[a short blog post]
“Very heavy enemy barrage on front line from 5.0am to 9.30am. Enemy attacked at 9.30am. Battn suffered very heavy casualties”
So wrote KJ Bunting, Captain and Adjutant to the 2/6th Battalion; however, this short sentence belies the enormous casualties that the 2/6th Battalion, along with the 2/5th and 7th Battalions of the 178th Brigade, suffered during the first day of ‘Kaiserschlacht’; the German Spring offence of 1918.
Unlike the 2/5th and 7th Battalions, the War Diary of the 2/6th Battalion does not record the precise numbers of casualties suffered that day (i.e killed, wounded or missing).
However, the 178th Brigade War diary does provide a total number of casualties for each Battalion. The strength of the 2/6th Battalion on 1st March 1918 was 53 Officers and 883 Other Ranks, thereby suggesting that approximately 20 Officers and 220 men were left in reserve and took no part in the fighting.
The 59th Division War Diary gives slightly higher casualty figures of 34 Officers and 722 men wounded or missing. In addition, they acknowledge that the numbers of wounded men were not reported by Medical Units, and therefore a proportion of other ranks listed a ‘missing’ may have in fact been wounded.
Personal Accounts
Very few personal accounts exist of those chaotic few hours, several Officers wrote of their experience after the War and a few stories appeared in local newspapers at the time.
Below are a few examples.
George Robert Yeomans
“We were holding the line on March 21st 1918. I was wounded in the left leg by a gun shot and taken prisoner a few hours afterwards. My leg was amputated April 8th 1918 at Cassel Germany”
George Robert Yeomans, Lewis Gunner, B Company, 2/6th Battn, aged 20 from Upper Marehay.
265746 Corporal Joseph Page
“Our Battalion was in the support trenches, having come out of the first line trenches two days earlier. We found the Germans putting down a barrage of gas shells. We stood to until eleven o’clock, by which time the trenches had been blown flat and many casualties sustained. A runner came up and said the Germans had broken through. I had to take that message to our Battalion headquarters, and after I had been there about 15 minutes I was surprised to see hundreds of Germans all round us.
By this time part of the Battalion had already been taken prisoner, but the rest of us were told to get behind a sunken road and fight it out. There were machine guns at either end, and although we fired as hard as we could at the oncoming Germans they swarmed forward in mass formation, other parties coming down the communication trenches. We put up a hard fight until by one o’clock we had no ammunition left. Our last lot of bombs were useless, as somebody had left the detonators behind.

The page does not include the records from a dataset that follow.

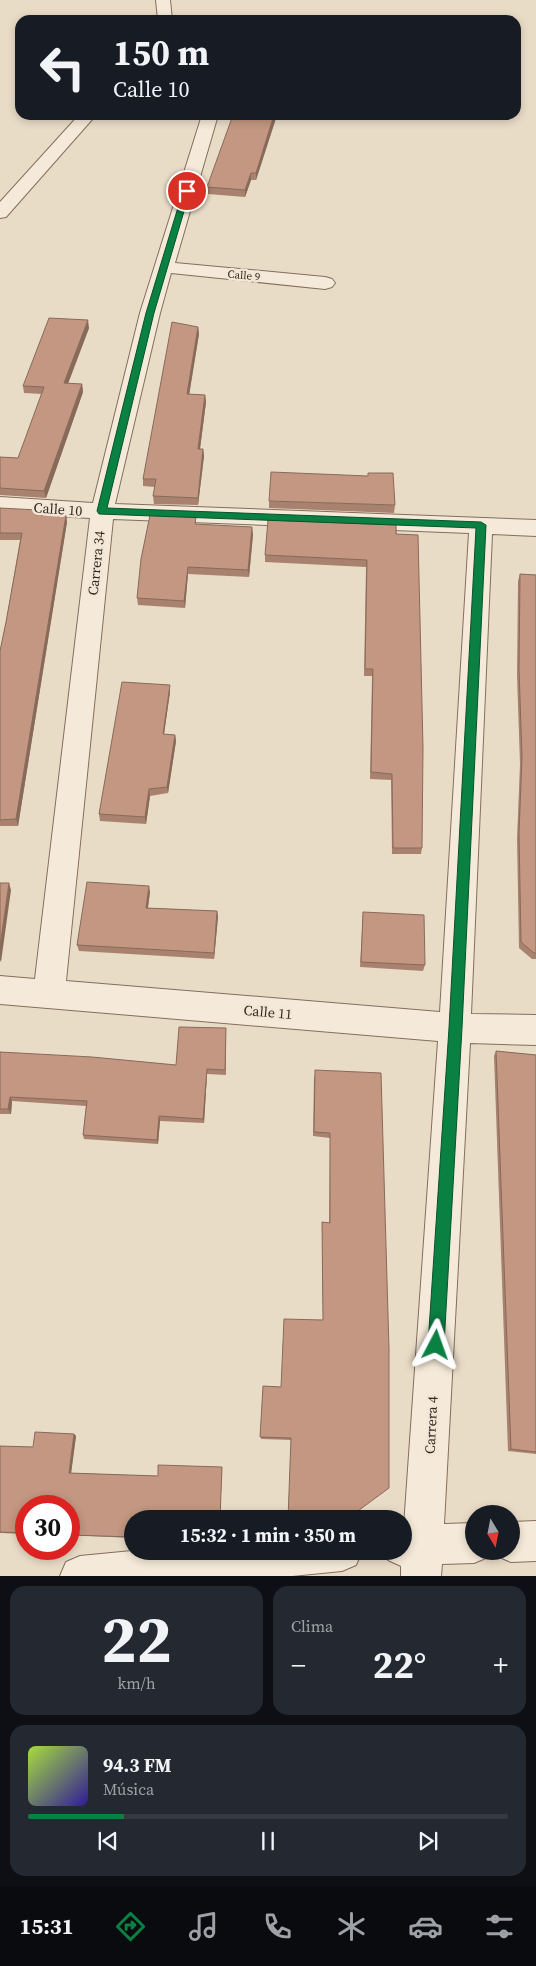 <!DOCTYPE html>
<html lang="es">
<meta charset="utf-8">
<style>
:root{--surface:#171b24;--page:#242831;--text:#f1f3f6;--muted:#9ea1a6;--line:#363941;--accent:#0b8043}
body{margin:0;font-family:"Source Serif 4",serif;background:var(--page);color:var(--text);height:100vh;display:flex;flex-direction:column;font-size:19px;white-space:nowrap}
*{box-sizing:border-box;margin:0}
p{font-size:16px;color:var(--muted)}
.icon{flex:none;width:28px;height:28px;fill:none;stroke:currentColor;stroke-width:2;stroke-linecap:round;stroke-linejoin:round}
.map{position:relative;height:1576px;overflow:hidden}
.sheet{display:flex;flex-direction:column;gap:10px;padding:10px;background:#0d0f14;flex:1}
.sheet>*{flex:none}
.banner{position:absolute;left:15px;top:15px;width:506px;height:105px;border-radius:15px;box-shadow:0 2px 8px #0003;background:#171b24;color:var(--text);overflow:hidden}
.needle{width:32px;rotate:170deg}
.controls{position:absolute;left:465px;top:1505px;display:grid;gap:10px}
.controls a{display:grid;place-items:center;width:55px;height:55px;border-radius:50%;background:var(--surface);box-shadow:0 2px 8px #0003;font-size:25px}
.speed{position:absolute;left:15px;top:1495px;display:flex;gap:10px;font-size:25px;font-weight:700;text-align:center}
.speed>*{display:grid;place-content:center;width:65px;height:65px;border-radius:50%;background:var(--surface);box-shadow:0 2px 8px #0003;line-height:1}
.speed .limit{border:8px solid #d22;background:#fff;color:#111}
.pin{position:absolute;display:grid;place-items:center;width:42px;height:42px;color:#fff;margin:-21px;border:2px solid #fff;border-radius:50%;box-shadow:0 1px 5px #0007}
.me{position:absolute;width:55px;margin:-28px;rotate:4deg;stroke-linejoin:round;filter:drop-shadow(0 0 4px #0008)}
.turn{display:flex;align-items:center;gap:18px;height:105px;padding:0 15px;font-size:22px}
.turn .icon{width:65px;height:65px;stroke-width:2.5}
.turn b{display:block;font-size:35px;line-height:42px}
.big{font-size:38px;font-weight:700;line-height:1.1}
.sheet .card{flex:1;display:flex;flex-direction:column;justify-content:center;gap:8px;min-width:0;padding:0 18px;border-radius:15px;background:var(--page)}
.sheet .dial{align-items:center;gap:0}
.dial b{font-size:65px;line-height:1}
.song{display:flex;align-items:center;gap:15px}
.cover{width:60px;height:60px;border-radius:8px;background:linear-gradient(135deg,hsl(80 70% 55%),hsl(250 70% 35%))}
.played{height:5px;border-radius:2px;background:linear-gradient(90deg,var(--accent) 20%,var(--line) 20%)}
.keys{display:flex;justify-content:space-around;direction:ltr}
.heat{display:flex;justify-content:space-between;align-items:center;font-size:28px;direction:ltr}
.sheet .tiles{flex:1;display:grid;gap:10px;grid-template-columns:1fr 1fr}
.card:last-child{grid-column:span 2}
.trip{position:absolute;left:124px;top:1510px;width:288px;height:50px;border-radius:25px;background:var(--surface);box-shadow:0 2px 8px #0003;font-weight:700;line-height:50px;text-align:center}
.dock{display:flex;height:80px;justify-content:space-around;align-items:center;background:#090b0e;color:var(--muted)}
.dock .icon{width:35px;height:35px}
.dock .selected{color:var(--accent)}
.dock b{font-size:22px;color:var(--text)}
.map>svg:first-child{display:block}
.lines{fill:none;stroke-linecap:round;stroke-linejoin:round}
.minor-casing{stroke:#836e5e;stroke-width:2}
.minor{fill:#f5ead9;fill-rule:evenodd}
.wall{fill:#a8826f}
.shaded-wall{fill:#886a5a}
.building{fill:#c39781;stroke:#886a5a}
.route{fill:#0b8043;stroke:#07532c}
.labels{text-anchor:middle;stroke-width:5;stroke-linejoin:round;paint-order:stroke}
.far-street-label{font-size:11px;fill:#352820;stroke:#f2e7d6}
.street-label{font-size:14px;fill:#352820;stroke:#f2e7d6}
</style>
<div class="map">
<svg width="536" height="1576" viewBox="0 0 536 1576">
<rect width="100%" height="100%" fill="#e9dcc7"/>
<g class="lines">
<g class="minor-casing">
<g id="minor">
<path d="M156 0H170L172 20H158Z"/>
<path d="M79 115H96L6 217 0 218V202Z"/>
<path d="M202 115H218L175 263 325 277 332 279 335 283 332 287 325 289 171 273 160 313 115 504 536 520V536L492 534 471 1014 536 1015V1045L470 1043 444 1524 474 1523V1551H491L488 1557 474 1563 442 1564 441 1576H401V1566L388 1560 384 1551H402V1526H404L438 1041 0 1004V976L35 979 90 518 0 513V497L93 503 140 313ZM113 519 469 533 440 1012 66 981Z"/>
<path d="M536 1521V1561L511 1562 497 1556 495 1551H511V1522Z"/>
<path d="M132 1551H362L356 1565 342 1571 292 1576H60L66 1562 80 1556Z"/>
</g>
</g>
<use href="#minor" class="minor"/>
</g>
<g class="wall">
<path d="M277 115 256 180H251L245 197 208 194 207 187Z"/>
<path d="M198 327 199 334 189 394 205 395 206 402 200 449H203L204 456 198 505 154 504 153 496 155 487 143 486V479Z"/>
<path d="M89 328 68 384H82L83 392 46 498 0 495V457L18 458 42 394 24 393 23 386Z"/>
<path d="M269 501 395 505 394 513 269 508Z"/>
<path d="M0 508 39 515H66L67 522 18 826H0V651L6 622 20 540H0Z"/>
<path d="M196 524 253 534 249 577 188 574 185 608 138 605 137 598Z"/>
<path d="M396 525 422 848 421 854H392L391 780 370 779 372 676H364L366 567 265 562V555Z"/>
<path d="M520 574 536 575V959H532L519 948 517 839 520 764 517 676 518 581Z"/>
<path d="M170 685V692L164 734 175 735 176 741 168 793 150 796 146 824 100 821 99 814Z"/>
<path d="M150 892 148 908 217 911 218 917 214 959 79 951 77 945Z"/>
<path d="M363 912 425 965 423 971 360 967Z"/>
<path d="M226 1028V1075L207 1074 204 1123 160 1121 158 1144 84 1139 83 1135 86 1106 12 1101 11 1114H0V1052L176 1065Z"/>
<path d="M496 1051 536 1055V1454L508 1451 494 1056Z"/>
<path d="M314 1075 389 1349 291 1440 261 1439 263 1386 281 1387 323 1320 322 1226V1222L329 1223 330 1138 313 1136Z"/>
<path d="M74 1434 76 1436 71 1473 158 1476 222 1467 220 1519H132V1538L69 1535V1506H26V1534L0 1533V1446L33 1447Z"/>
</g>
<g class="shaded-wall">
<path d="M274 115H277L256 180V173Z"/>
<path d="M251 173V180L245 197V190Z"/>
<path d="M88 320 89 328 65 391 64 383Z"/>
<path d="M198 327 199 334 188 402 187 394Z"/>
<path d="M82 384 83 392 46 498 44 491Z"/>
<path d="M205 395 206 402 199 456 198 449Z"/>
<path d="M203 449 204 456 198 505V498Z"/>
<path d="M66 515 67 522 18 826 16 819Z"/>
<path d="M252 527 253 534 249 577 248 570Z"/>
<path d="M188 567V574L185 608 184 601Z"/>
<path d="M170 685V692L163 741V734Z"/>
<path d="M175 735 176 741 168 793 167 787Z"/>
<path d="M149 789 150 796 146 824 145 817Z"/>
<path d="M9 883 11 890 1 962 0 960V946Z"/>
<path d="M149 886 150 892 147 913 146 908Z"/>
<path d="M217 911 218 917 214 959V953Z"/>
<path d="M207 1069V1074L204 1123 203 1119Z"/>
<path d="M10 1097 12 1101 11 1114 8 1109Z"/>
<path d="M159 1116 160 1121 158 1144 157 1140Z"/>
<path d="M74 1434 76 1436 71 1474 69 1473Z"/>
</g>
<g class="building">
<path d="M233 115H274L256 173H251L245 190 207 187Z"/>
<path d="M49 318 88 320 64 383 82 384 44 491 0 488V457L18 458 44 387 23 386Z"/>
<path d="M172 322 198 327 187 394 205 395 198 449H203L198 498 153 496 156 479H143Z"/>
<path d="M271 472 368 476V473H393L395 505 269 501Z"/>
<path d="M0 508 38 510 36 515H66L16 819 0 820V651L6 622 22 533H0Z"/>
<path d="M150 515 196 517 195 524 252 527 248 570 188 567 184 601 137 598 141 559Z"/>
<path d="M268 520 396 525V534L418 535 423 748 422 848H393L392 774 371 772 373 669H365L367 560 265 555Z"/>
<path d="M520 574 536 575V953H534L521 942 519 833 522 757 519 669Z"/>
<path d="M122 682 170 685 163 734 175 735 167 787 149 789 145 817 99 814Z"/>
<path d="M87 882 149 886 146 908 217 911 214 953 77 945Z"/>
<path d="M0 883H9L0 946Z"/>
<path d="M363 912 424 915 425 965 361 962Z"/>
<path d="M179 1027 226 1028 225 1070 207 1069 203 1119 159 1116 157 1140 83 1135 87 1101 10 1097 8 1109H0V1052L92 1057 176 1065Z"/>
<path d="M496 1051 536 1055V1452L511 1449Z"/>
<path d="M315 1070 381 1073 389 1349V1488L347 1519H288L291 1438 260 1437 263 1386 281 1387 284 1319 323 1320 322 1222 330 1223V1133L314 1132Z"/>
<path d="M35 1432 74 1434 69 1473 158 1476V1465L222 1467 220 1519H132V1537L69 1535V1506H26V1533L0 1532V1446L33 1447Z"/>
</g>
<path class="route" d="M187 189 190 191 154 313 107 508 481 522 486 525 462 1028 444 1345 441 1351 436 1353 431 1351 428 1345 449 1028 476 528 99 514 97 511 146 313 183 191Z"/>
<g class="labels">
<g class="far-street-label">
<text transform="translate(244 275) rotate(5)" y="4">Calle 9</text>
</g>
<g class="street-label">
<text transform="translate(58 509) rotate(4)" y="5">Calle 10</text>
<text transform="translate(96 563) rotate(-84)" y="5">Carrera 34</text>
<text transform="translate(268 1012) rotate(5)" y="5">Calle 11</text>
<text transform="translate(431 1425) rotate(-87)" y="5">Carrera 4</text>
</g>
</g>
</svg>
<div class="controls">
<a><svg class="needle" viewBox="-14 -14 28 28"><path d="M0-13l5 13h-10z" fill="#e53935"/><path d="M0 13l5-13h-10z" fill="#9ea1a6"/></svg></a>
</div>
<div class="speed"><div class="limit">30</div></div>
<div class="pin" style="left:187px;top:191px;background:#d93025"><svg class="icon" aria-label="arrive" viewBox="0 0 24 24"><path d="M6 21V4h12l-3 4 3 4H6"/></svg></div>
<svg class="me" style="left:436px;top:1345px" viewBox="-20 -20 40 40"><path d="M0-17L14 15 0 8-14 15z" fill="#0b8043" stroke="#fff" stroke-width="4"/></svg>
<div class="trip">15:32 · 1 min · 350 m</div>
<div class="banner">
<div class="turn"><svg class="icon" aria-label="left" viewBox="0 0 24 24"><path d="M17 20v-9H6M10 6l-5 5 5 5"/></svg><div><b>150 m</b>Calle 10</div></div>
</div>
</div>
<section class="sheet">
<div class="tiles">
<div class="card dial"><b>22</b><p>km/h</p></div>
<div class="card"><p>Clima</p>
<div class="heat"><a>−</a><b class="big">22°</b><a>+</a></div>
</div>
<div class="card">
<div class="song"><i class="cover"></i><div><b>94.3 FM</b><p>Música</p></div></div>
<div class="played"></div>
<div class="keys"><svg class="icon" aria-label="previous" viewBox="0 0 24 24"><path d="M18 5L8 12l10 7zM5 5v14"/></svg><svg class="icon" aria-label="pause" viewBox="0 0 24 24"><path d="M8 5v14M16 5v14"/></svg><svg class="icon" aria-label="next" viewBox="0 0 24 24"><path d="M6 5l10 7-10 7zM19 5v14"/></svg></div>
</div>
</div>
</section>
<nav class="dock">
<b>15:31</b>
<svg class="icon selected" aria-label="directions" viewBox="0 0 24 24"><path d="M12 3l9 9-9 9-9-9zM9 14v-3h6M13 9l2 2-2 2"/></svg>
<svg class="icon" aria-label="music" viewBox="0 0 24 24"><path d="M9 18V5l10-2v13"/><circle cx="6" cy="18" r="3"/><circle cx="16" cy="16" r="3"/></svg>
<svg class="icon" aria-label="phone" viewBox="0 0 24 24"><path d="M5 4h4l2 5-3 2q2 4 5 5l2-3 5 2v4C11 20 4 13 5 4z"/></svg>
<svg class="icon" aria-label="climate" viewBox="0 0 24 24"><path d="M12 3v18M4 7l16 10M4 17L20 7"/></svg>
<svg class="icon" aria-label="car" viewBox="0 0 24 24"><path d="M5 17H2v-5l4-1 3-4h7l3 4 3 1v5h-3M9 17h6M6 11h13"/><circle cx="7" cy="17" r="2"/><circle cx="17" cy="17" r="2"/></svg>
<svg class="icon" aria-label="filters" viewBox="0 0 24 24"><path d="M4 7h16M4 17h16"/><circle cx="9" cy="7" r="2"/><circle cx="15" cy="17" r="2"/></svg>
</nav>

After having done a lot of execution we retired from the sunken road into a trench, the end of which was blocked so that we could not get out. About twenty of us scrambled up, however, and made a rush under heavy machine gun fire to another trench on the right, fifty yards away. There we met some Lincolnshire reinforcements, with whom we put up a big bombing attack. Fritz bombed us back until our casualties became so heavy that we found it was hopeless to go on fighting, so one of the sergeant-majors ordered us to put our arms down and are hands up.”
[The Mansfield Reporter and Sutton Times, Friday, May 19, 1918]
Lt Conrad Stark, “C” Company, 2/6th Battalion
“We were very quickly surrounded and our lines became too hot to hold from crossfire. Retired to our support line; shall never know how I reached same untouched, was walking through our own and the enemy’s barrage. Had a great number of casualties whilst crossing. On reaching support managed to put up a show there but was surrounded about 9:40 a.m. and taken prisoner about 45 minutes after the enemy left his front line.”
The last stand of the 178th Brigade
The vast majority of men that were killed that morning have no known grave and are Commemorated on the Arras Memorial to the Missing.
However, by examining the exhumation and reburial records held by the CWGC it is possible to identify the locations of 65 Officers and men of the 178th Brigade whose bodies were recovered after the War. Assuming that they were buried close to where they died, either by the Germans or through shell fire, it is possible to trace the last actions of the 178th Brigade.

There are several important inferences that can be made:-
Major John Warren MC, 2/Lt Albert Catterall and a few men of the 7th Battalion were able to escape from the German’s surrounding their front line positions and make a ‘final ‘stand in sunken road in 4d – see 1), 2) and 3).
CSM John Tomlinson, although recored as serving with the 2/5th Battalion, had mostly likely been attached to the 2/6th Battalion when he was killed – see 4).
Several men from the 2/6th Battalion, most little from the HQ Company, were able to escape being surrounded in Railway Reserve – see 6), 7) and 9).
Very few of the 2/5th Battalion made made it away from Noreuil – see 8). In fact Joseph Hudson is the only man serving with the 2/5th Battalion who’s body was exhumed and identified after the War.